The report also lists four other matters of concern, relating to both Nottinghamshire Healthcare NHS Foundation Trust (NCHT) and Sherwood Forest Hospitals Foundation Trust, which runs Kings Mill Hospital in Mansfield.

Sophie was seen at Kings Mill Hospital on numerous occasions after she had self-harmed by inserting a foreign object into a wound on her leg – but orthopaedic staff made the decision not to take the object out for clinical reasons.

The injury caused by her inserting the object in her leg caused her pain leading to her being unable to walk, and her immobility was part of the reason a blood clot formed that caused her death.

The report says: “I heard evidence that it would have been beneficial in Sophie’s case for there to have been a meeting between Sophie’s psychiatric team and her physical health team at Kings Mill.”

The report explains that Sophie’s mental health team was keen for the foreign object to be removed and were satisfied they could implement a policy to stop Sophie from putting any more objects in there.

Contrastingly, one of the main concerns of the doctors at King’s Mill was that if they took the foreign object out, Sophie would just put something else in the wound instead.

But the teams at Kings Mill and Sherwood Oaks never had a meeting to discuss it.

“There is no mechanism for arranging meetings, or for any liaison between mental and physical teams in such cases,” the report says.

“Similarly, there is no policy or procedure which prompts either team to even consider a meeting or even just picking up the phone for a consult.”

The coroner also voiced her concerns in the report about Nottinghamshire Healthcare’s blood clot risk assessment policy.

Staff at NCHT who appeared as witnesses at the inquest told the coroner they did know of a policy and recognised it as the latest policy when they were shown a version.

But it turned out they were familiar with a previous one – not the most recently updated one, which was published six months ago.

The coroner said she was concerned that staff did “not have a proper working knowledge of the current local policy” and as a result, training around the policy was not “robust” or was”not properly being engaged with” by staff.

The disbanding of NCHT’s Personality Disorder Hub was also raised in the report.
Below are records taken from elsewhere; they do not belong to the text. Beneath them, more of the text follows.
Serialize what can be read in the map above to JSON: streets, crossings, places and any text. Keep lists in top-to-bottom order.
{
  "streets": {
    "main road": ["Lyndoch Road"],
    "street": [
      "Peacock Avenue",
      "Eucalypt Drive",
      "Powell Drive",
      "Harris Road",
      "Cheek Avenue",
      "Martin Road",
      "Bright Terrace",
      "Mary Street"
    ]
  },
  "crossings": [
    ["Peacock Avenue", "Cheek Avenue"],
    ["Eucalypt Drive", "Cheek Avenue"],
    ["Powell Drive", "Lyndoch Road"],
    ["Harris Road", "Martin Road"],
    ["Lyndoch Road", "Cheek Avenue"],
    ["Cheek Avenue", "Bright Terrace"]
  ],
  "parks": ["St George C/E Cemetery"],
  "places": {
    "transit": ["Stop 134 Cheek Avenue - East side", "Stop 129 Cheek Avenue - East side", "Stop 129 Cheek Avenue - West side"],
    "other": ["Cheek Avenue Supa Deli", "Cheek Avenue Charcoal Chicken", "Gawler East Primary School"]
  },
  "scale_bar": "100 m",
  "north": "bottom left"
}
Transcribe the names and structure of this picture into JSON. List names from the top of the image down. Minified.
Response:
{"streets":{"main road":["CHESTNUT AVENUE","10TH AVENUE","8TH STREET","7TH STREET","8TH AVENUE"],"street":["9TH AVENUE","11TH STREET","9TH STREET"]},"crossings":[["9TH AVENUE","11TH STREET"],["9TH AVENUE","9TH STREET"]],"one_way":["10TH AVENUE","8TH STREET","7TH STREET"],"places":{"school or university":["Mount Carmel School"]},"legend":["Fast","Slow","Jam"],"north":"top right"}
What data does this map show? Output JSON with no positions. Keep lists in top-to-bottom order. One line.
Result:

The coroner said that neither a witness who worked within that disbanded hub, nor the witness who was in charge of NCHT’s policy, could explain the service that had replaced the Hub.
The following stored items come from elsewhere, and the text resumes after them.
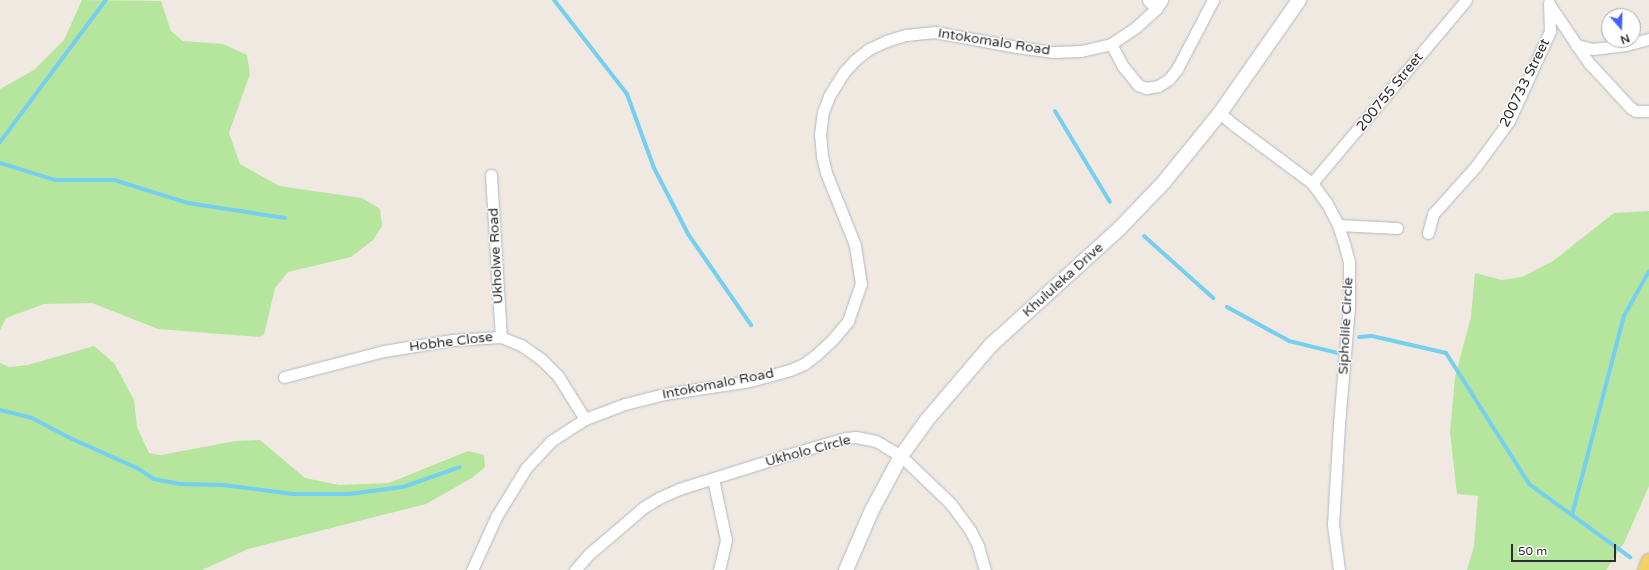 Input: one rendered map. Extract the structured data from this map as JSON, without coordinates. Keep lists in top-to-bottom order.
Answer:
{
  "streets": {
    "street": [
      "Intokomalo Road",
      "200733 Street",
      "200755 Street",
      "Ukholwe Road",
      "Khululeka Drive",
      "Sipholile Circle",
      "Hobhe Close",
      "Ukholo Circle"
    ]
  },
  "crossings": [
    ["Intokomalo Road", "Hobhe Close"],
    ["200755 Street", "Sipholile Circle"],
    ["Ukholwe Road", "Hobhe Close"],
    ["Khululeka Drive", "Sipholile Circle"],
    ["Khululeka Drive", "Ukholo Circle"]
  ],
  "scale_bar": "50 m",
  "north": "bottom"
}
She said: “Given the current inquiry into Mental Health Services in Nottinghamshire, and particularly the care of those patients with personality disorders within the service, I am concerned about the lack of clarity within the Trust as to the current position and level of service available to patients with personality disorders.”

Separately, she also raised an issue with Sherwood Forest Hospital’s foreign object policy, saying its content was “unspecific”, the language used was “vague”, and that it did “not provide clear guidance for medical professionals”.

She called it “not a robust policy in its terms”, and also noted that it does not make any reference at all to the consultation of mental health services – despite the fact that it acknowledges that most cases involving the insertion of a foreign object into a body involved a patient with mental health condition.

The report said: “I am concerned that there is no effective communication of the policy and guidance to Trust staff on this issue.”

On all points except Sherwood Forest Hospital’s foreign object policy, the coroner said that in her opinion, further deaths could occur unless action was taken to change.

As well as being sent to NCHT and Sherwood Forest Hospitals, the report was sent to the Department for Health and Social Care.